すると、1年の間に、ある星座から次の星座へとゆっくりと移動する太陽を見ることができるはずです。その想像上の道が、先ほど述べた「黄道」と呼ばれるものです。

黄道とは

黄道は、天文学で最も重要な座標系のひとつです。

黄道線は、太陽の周りを回る地球の軌道面を表しているため、とても便利なのです。

太陽系の主要な天体もまた、すべて地球と同じように太陽の周りを回っているので、太陽系における私たちの位置もわかります。

黄道上を移動する太陽系惑星

太陽系の主要な天体はすべて、同じ黄道面上、またはその近辺を公転しています。黄道線から数度ずれているものもありますが、基本的にはすべて同じです。

星座と惑星の関係

星座が歴史的に有名になったもう一つの理由は、私たちがいつもその近くで月や惑星や日食を見るからです。

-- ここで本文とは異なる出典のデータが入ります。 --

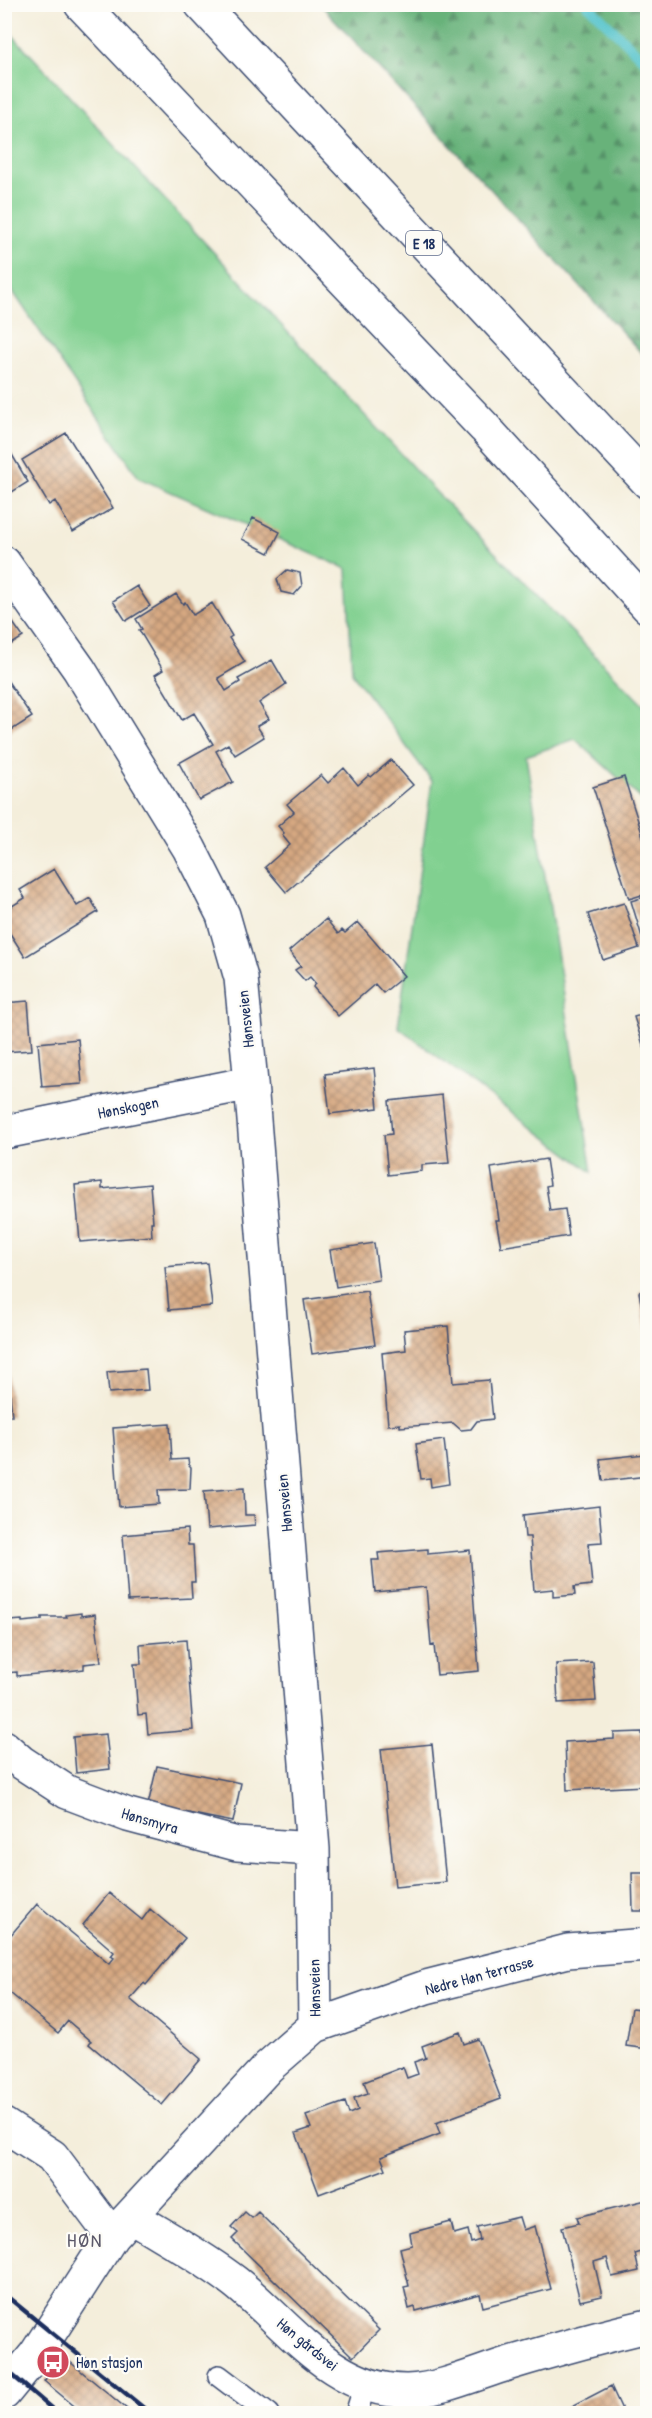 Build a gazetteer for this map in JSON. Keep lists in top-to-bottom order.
{
  "streets": {
    "main road": [
      "E 18",
      "Hønsveien",
      "Hønskogen",
      "Hønsmyra",
      "Nedre Høn terrasse",
      "Høn gårdsvei"
    ]
  },
  "crossings": [
    ["Hønsveien", "Hønskogen"],
    ["Hønsveien", "Hønsmyra"],
    ["Hønsveien", "Nedre Høn terrasse"],
    ["Hønsveien", "Høn gårdsvei"]
  ],
  "districts": ["HØN"],
  "places": {
    "bus stop": ["Høn stasjon"]
  }
} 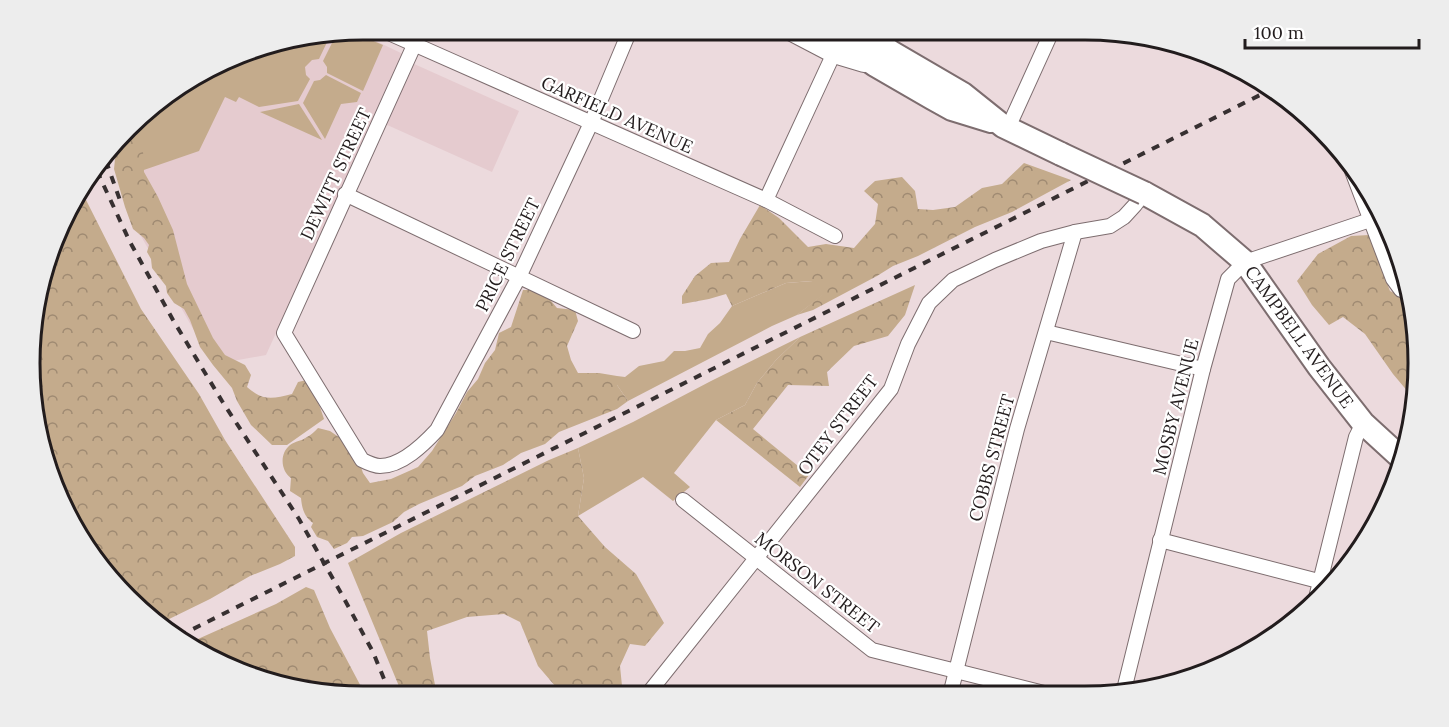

NASAのK2ミッションでは、黄道12星座が太陽系外惑星を探すのに便利であることがわかりました。

NASAのK2ミッションに参加した科学者Jossie Dotsonさんは次のようにいいます。

NASAの探査衛星「ケプラー」はもともと黄道上を探査するようには設計されていませんでしたが、黄道上も探査することになったのです。

ケプラーの目的は、他の惑星の周りにある星を見つけることでした。

そのため、当初は他の星がどの程度存在するか分からないので、白鳥座の近くにケプラーを向けましたが、ミッション開始から約4年後、探査機の2つの車輪が故障し、はくちょう座付近を観測するのに十分な安定性を保てなくなったため、工夫して太陽を使って望遠鏡を今までと同じ場所に向けようとしたのです。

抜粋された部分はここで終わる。